- **PROBLEM DESCRIPTION**
Return, from the listing below, each line where the word "Esteban" appears.

==============================

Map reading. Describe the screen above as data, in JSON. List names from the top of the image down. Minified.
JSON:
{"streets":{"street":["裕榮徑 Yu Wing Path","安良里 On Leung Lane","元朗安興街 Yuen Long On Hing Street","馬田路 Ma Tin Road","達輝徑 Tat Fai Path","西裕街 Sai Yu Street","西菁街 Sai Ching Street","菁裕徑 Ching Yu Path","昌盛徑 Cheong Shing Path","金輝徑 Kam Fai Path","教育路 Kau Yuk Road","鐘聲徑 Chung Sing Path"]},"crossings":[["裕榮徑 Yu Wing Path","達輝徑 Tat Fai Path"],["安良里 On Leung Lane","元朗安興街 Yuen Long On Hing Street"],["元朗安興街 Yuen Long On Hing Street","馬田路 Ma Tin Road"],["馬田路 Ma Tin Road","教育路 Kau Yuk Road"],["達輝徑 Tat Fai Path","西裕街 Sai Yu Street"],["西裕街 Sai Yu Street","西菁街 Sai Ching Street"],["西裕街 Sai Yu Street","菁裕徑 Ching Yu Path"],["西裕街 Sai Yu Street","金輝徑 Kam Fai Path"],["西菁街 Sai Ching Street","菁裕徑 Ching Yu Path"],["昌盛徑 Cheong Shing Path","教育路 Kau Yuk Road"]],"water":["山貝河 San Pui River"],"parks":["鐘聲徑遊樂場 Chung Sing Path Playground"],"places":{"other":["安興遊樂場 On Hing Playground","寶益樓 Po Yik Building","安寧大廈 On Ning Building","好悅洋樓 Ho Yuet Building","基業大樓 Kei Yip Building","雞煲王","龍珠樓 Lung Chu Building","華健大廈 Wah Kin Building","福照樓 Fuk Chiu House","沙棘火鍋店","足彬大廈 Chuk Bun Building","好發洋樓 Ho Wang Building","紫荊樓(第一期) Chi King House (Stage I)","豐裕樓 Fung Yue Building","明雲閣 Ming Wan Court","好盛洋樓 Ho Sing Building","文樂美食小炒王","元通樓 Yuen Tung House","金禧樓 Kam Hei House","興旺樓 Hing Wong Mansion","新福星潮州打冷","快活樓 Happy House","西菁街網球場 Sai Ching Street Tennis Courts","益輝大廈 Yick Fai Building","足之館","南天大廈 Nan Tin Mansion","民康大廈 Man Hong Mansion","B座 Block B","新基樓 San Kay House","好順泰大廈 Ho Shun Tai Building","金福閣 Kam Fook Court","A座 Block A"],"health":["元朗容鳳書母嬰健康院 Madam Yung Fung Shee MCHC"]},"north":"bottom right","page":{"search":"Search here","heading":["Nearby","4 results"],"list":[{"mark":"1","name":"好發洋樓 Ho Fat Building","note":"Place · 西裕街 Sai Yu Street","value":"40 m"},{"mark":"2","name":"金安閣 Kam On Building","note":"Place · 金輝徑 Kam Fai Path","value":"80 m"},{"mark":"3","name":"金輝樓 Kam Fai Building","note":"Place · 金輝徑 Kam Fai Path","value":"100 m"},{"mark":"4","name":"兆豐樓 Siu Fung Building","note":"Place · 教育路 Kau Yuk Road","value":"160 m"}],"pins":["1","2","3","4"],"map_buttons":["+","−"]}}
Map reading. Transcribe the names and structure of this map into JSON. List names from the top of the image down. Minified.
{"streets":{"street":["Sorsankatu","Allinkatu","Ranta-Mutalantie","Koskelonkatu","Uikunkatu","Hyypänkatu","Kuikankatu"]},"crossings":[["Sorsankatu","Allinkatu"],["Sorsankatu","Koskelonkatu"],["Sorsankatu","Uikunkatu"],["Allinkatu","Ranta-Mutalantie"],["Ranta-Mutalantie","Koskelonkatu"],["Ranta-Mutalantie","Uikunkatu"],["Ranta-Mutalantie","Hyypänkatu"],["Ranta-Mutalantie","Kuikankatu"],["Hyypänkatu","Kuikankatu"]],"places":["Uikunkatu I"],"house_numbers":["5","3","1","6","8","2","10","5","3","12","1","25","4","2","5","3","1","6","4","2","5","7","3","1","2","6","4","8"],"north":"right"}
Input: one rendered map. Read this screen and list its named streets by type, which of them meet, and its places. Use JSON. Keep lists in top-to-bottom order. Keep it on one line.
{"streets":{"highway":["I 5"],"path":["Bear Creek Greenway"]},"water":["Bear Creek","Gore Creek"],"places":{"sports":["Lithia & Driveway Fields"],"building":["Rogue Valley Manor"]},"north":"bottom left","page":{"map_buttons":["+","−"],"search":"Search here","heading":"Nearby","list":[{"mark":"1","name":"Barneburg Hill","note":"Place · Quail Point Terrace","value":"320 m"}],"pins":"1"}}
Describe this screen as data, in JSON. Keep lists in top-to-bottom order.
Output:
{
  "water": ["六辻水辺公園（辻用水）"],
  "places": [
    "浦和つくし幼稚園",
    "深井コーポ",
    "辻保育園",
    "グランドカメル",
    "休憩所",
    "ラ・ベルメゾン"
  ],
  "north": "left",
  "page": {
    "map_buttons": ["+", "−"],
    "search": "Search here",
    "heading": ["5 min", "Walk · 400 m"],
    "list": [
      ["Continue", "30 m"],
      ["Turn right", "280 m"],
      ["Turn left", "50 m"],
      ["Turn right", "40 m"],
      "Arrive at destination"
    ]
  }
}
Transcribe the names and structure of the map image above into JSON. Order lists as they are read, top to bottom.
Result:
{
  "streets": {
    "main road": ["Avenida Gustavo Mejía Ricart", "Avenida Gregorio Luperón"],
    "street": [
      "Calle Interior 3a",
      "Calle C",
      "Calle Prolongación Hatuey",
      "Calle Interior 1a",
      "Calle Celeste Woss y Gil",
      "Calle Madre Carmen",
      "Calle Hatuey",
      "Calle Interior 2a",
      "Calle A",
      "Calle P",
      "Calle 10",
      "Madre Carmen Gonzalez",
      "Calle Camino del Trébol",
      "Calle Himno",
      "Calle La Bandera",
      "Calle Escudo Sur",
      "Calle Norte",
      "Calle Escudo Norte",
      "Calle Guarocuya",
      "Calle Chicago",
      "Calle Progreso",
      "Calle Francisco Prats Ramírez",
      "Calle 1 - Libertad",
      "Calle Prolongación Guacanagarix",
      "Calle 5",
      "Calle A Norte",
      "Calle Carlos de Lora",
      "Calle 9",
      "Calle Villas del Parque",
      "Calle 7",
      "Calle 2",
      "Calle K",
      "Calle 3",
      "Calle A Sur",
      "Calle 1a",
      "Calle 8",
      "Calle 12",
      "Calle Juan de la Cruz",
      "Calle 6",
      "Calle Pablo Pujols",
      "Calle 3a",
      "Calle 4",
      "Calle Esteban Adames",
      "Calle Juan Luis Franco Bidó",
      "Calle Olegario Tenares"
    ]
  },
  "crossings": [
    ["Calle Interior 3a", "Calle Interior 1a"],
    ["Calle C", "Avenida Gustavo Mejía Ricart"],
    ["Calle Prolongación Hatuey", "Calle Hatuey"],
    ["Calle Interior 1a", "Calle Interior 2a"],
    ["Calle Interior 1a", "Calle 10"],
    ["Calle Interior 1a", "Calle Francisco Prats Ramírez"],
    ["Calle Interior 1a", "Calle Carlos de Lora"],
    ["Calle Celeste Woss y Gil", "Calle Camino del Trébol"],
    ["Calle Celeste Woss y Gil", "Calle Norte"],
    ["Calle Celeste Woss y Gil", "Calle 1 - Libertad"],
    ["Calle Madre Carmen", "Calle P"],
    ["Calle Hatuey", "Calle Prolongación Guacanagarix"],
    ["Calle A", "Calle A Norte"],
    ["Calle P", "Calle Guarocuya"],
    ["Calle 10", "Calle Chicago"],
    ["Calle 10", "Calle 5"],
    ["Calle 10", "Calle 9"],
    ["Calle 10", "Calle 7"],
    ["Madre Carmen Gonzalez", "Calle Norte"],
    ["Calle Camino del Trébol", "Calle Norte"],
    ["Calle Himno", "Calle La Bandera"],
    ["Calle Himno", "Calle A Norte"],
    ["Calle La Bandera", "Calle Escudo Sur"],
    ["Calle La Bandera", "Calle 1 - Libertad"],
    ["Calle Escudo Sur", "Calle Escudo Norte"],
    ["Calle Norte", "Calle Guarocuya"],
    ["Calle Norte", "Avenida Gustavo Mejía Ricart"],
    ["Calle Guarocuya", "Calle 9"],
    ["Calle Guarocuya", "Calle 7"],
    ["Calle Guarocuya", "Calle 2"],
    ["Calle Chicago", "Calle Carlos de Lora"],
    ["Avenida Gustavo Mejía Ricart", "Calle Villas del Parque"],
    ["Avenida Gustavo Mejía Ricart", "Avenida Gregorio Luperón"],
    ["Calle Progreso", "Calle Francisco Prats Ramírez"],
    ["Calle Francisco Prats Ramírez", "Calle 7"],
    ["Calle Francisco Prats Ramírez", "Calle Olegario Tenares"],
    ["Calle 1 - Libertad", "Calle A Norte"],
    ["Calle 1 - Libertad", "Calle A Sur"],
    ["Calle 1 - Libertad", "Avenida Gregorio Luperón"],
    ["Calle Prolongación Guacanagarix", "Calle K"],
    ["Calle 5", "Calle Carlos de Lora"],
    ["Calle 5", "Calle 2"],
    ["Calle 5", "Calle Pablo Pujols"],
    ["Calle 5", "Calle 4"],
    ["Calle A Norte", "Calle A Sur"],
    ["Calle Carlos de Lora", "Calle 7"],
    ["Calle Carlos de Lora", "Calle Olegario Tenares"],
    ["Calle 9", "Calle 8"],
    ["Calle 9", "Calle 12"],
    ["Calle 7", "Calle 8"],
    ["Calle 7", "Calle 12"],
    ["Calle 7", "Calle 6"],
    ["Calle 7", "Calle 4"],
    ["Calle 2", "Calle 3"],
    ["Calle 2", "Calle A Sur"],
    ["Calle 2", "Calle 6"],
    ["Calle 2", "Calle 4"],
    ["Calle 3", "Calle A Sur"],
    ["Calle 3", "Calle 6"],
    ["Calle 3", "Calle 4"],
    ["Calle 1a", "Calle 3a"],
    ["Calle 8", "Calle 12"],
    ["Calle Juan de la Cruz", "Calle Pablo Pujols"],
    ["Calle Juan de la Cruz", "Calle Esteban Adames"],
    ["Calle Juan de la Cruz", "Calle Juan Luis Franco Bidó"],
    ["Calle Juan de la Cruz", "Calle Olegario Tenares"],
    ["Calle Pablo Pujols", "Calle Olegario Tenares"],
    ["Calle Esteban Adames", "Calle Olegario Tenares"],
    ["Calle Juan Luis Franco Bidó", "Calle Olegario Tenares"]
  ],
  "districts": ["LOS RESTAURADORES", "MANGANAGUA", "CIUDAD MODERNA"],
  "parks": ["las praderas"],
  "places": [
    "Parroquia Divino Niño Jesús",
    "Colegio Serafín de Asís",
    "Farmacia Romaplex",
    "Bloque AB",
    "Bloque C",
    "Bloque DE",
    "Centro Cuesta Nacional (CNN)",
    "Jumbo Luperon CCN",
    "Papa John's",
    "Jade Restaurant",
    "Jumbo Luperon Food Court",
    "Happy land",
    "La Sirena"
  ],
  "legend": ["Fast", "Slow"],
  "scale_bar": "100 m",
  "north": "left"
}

==============================

- **SOLUTION**
      "Calle Esteban Adames",
    ["Calle Juan de la Cruz", "Calle Esteban Adames"],
    ["Calle Esteban Adames", "Calle Olegario Tenares"],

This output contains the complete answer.